Pick each line containing the word "canvas" out of the data below.

*** EXTRACTED MATERIAL ***

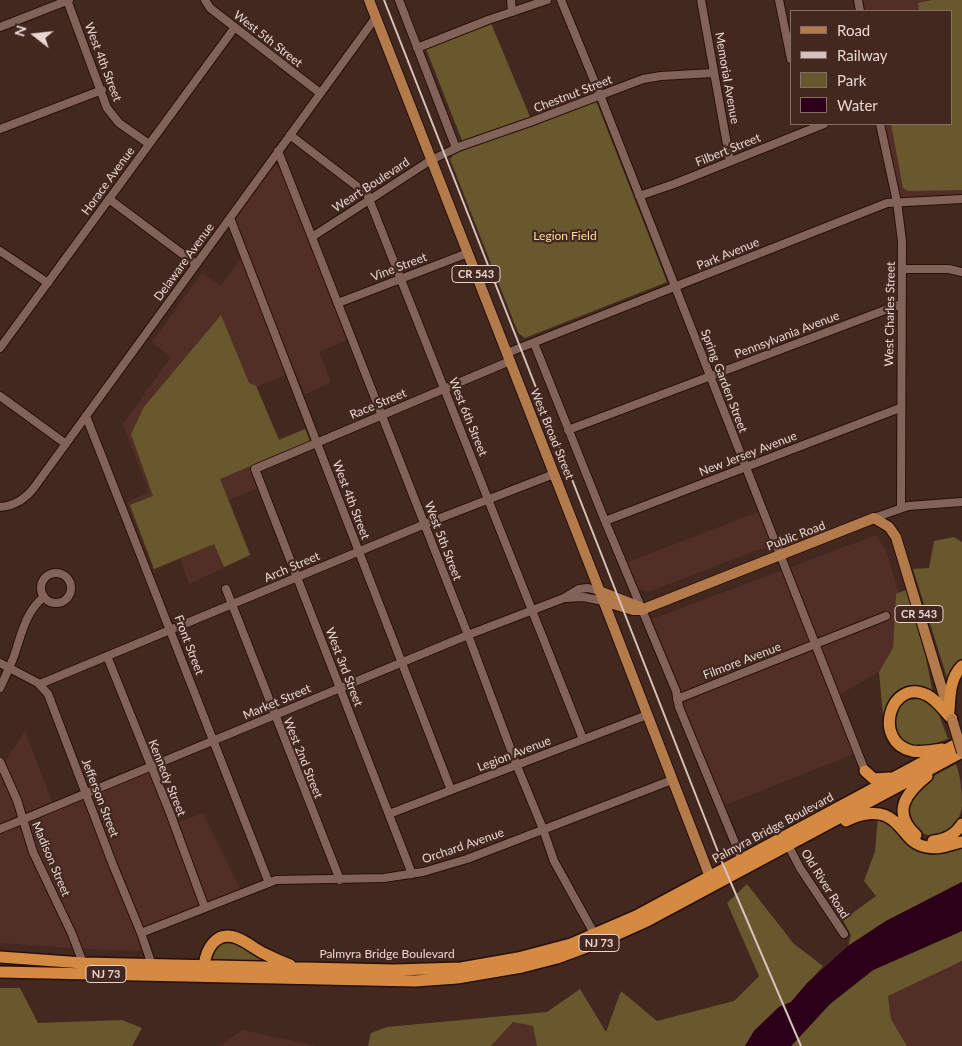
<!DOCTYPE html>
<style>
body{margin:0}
#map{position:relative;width:962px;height:1046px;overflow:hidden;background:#43281f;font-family:Lato,sans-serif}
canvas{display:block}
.legend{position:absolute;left:790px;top:10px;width:162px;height:115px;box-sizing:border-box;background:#43281f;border:1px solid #856e66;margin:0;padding:6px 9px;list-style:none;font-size:15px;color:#e8d6d1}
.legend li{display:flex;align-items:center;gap:10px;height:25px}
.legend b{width:25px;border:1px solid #856e66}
.north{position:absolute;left:10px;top:10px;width:50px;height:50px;-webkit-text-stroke:4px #43281f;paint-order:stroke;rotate:286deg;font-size:14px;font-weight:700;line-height:20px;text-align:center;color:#e8d6d1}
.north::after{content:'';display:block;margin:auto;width:18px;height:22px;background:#e8d6d1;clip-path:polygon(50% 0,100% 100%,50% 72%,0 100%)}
</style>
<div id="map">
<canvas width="962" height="1046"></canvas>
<ul class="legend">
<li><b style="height:6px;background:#b37a4c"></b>Road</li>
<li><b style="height:6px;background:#d5c2bc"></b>Railway</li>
<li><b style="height:14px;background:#69572e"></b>Park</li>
<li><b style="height:14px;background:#2d0019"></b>Water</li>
</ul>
<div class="north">N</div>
</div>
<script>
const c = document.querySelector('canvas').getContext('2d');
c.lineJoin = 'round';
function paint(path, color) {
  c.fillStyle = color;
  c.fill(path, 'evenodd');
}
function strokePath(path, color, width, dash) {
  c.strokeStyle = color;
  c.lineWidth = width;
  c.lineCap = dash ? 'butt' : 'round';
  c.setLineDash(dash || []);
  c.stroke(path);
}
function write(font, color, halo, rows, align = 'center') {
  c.font = font + ' Lato,sans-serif';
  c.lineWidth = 4.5;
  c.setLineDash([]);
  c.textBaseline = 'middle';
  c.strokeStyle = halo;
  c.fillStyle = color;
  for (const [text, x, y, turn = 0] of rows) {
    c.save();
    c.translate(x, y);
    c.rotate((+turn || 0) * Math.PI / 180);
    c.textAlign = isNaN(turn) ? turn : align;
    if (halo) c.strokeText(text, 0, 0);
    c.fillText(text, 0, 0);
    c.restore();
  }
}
const built = new Path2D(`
 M858,0H962V199L897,202L880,124H951V11H860Z
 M274,164L279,166L281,169L347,340L319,352L331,382L305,394L295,371L257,387L279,439L305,429L310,441L256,464L252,471L257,488L229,500L251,555L189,584L180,559L154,570L127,502L149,492L123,424L171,357L152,342L202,273L221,286L247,250L234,216Z
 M763,510L776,543L648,592L632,586L623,564Z
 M876,535L886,550L899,593L896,595L893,648L879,672L837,696L859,752L723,806L647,621Z
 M25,731L54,807L151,767L174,824L203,813L242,893L143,936L149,951L85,949L0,943V770Z
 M962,961V1046H907L891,1019L888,996Z
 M513,1022L534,1026L537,1046H491Z
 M243,1030L316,1046H219Z`);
const green = new Path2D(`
 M932,0H962V190L909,191L903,188L891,124H951V11H919L918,3Z
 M491,23L533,124L596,101L667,282L525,338L519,334L515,325L450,159L463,143L426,49Z
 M221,315L249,383L256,386L279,440L305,429L310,441L220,479L250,555L224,567L214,544L154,569L130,505L153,496L131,434L144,407Z
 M954,537L962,542V659L957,661L948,681L913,569L929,568L934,541Z
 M906,590L926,658L933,694L911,687L894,693L883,715L879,672L893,648L896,594Z
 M922,699L938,712L948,739C938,742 925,748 914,746C900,744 891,725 895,712C896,708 901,704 904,700Z
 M956,764C961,778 962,791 962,806C960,825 940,844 921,832C916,828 912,818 908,813C913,785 933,776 956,764Z
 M878,818C897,825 909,854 931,855C941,855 953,849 962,847V882L886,921L848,946L851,935L843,920L876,896L864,881L875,851Z
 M747,884L794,944L823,966L791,1002L779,1007L754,1031L745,1046H537L533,1026L513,1022L491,1046H368L371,1033L387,1027L547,1012L580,989L606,1032L621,991L657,1021L734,1001L759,976L727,903Z
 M962,931V961L888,996L891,1019L907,1046H791L830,1004L873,970Z
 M223,941L236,942L265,960H209L213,948Z
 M0,988H20L38,1023L122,1020L142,1028L132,1046H0Z`);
const water = new Path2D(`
 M962,882V931L873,970L830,1004L791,1046H745L754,1031L779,1007L791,1002L807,983L848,946L886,921Z`);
const minor = new Path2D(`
 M67,0L107,108L119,123L149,144
 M205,0L210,8L320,93
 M399,0L456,148
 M511,0L512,12
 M561,0L600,95L865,771
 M701,0L730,161
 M779,0L791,59
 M858,0L860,11
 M0,27L69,0
 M417,48L488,20L547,0
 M880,124L897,202L902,241L901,507
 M0,129L102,90
 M290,135L367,194L583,739
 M278,151L468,635L517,766L543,829L554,861L595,935
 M639,196L674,184L824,124
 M109,199L196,264
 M230,218L451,790
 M312,237L431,160L461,146L530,122L643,79L661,76L713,73
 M0,251L48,283
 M902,269H949L962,272
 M338,303L468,253
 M534,343L605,521L676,691L679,707L742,860
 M0,348L235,27
 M507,353L887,203L962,199
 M0,396L66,444
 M86,416L269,883
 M568,430L901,304
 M0,507C14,506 24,500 33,489L376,17
 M874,518L908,506L962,502
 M605,521L900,408
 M41 588a15 15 0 1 1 30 0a15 15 0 1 1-30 0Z
 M226,589L340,880
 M565,598L583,597L603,601
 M107,656L170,813L205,908
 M0,663L38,683L48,694L113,865L141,933L152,965
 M40,684L425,524L554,474
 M0,688C5,677 10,667 14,656C21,636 26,610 44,597
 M677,699L886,616
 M0,762L17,800L33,852L72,934L83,963
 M389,814L647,715
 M0,829L468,635L564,598L579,589L588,588L599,591
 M788,845L800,868L844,934
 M412,874L255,469L510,361
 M141,933L276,880L384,878L423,872L467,859L672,780`);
const major = new Path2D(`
 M369,0L595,579L710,877
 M599,591L640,607
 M603,601L633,610H641L874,518L889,527L896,537L948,709`);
const highway = new Path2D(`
 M949,711C950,695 950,678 962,666
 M942,749C933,750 922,753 912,751C872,742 890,677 927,695C937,700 944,711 952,719
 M865,771L874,779L890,778
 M846,821C861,813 881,809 894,821C907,832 909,844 927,847C940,850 950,844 962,842
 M916,835C891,812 906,793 927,776
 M933,841C946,840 955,835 962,824
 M0,957L83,963L394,970L461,968L518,958L571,944L636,916L962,741
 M204,966C206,949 216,930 237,938C247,942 255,949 265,954C273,958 282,962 290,965
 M0,972L415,981L457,978L522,967L557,958L600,942L647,921L962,752`);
const rail = new Path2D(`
 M384,0L722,862L801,1046`);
const majorBridge = new Path2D(`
 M952,719L962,752`);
const shields = [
 [476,274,48],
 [919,614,48],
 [599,943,40],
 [106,974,40]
];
const shieldNames = [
 ["CR 543",476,274],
 ["CR 543",919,614],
 ["NJ 73",599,943],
 ["NJ 73",106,974]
];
const streetNames = [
 ["West 5th Street",268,39,38],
 ["West 4th Street",103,62,69],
 ["Memorial Avenue",727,78,80],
 ["Chestnut Street",573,94,-21],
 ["Filbert Street",728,150,-22],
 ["Horace Avenue",108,181,-54],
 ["Weart Boulevard",371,185,-33],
 ["Park Avenue",728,254,-22],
 ["Delaware Avenue",184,262,-54],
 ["Vine Street",399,267,-21],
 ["West Charles Street",890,314,-89],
 ["Pennsylvania Avenue",787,335,-21],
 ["Spring Garden Street",724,381,69],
 ["Race Street",378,404,-23],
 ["West 6th Street",468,417,68],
 ["West Broad Street",552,434,68],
 ["New Jersey Avenue",748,454,-21],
 ["West 4th Street",351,500,69],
 ["Public Road",796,536,-21],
 ["West 5th Street",443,541,69],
 ["Arch Street",292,567,-23],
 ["Front Street",189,645,69],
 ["Filmore Avenue",742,661,-21],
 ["West 3rd Street",344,667,69],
 ["Market Street",277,702,-23],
 ["Legion Avenue",514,754,-21],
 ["West 2nd Street",303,758,68],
 ["Kennedy Street",167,778,68],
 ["Jefferson Street",100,798,69],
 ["Palmyra Bridge Boulevard",773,828,-28],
 ["Orchard Avenue",463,846,-19],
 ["Madison Street",51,859,67],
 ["Old River Road",825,884,58],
 ["Palmyra Bridge Boulevard",387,954]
];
const parkNames = [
 ["Legion Field",565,236]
];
paint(built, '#512f26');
paint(green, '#69572e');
paint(water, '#2d0019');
strokePath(minor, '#281008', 10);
strokePath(major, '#281008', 12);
strokePath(highway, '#281008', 14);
strokePath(minor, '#826359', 8);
strokePath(major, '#b37a4c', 10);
strokePath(highway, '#d48a43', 11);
strokePath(rail, '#d5c2bc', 2);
strokePath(majorBridge, '#281008', 12, []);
strokePath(majorBridge, '#b37a4c', 10);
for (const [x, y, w] of shields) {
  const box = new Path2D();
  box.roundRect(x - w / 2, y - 8.5, w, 17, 4);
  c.fillStyle = '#43281f';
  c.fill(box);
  strokePath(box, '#e8d6d1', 1);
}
write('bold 11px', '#e8d6d1', null, shieldNames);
write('12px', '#e8d6d1', '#43281f', streetNames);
write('12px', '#fedf9b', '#43281f', parkNames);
</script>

*** End of EXTRACTED MATERIAL ***

SOLUTION:
canvas{display:block}
<canvas width="962" height="1046"></canvas>
const c = document.querySelector('canvas').getContext('2d');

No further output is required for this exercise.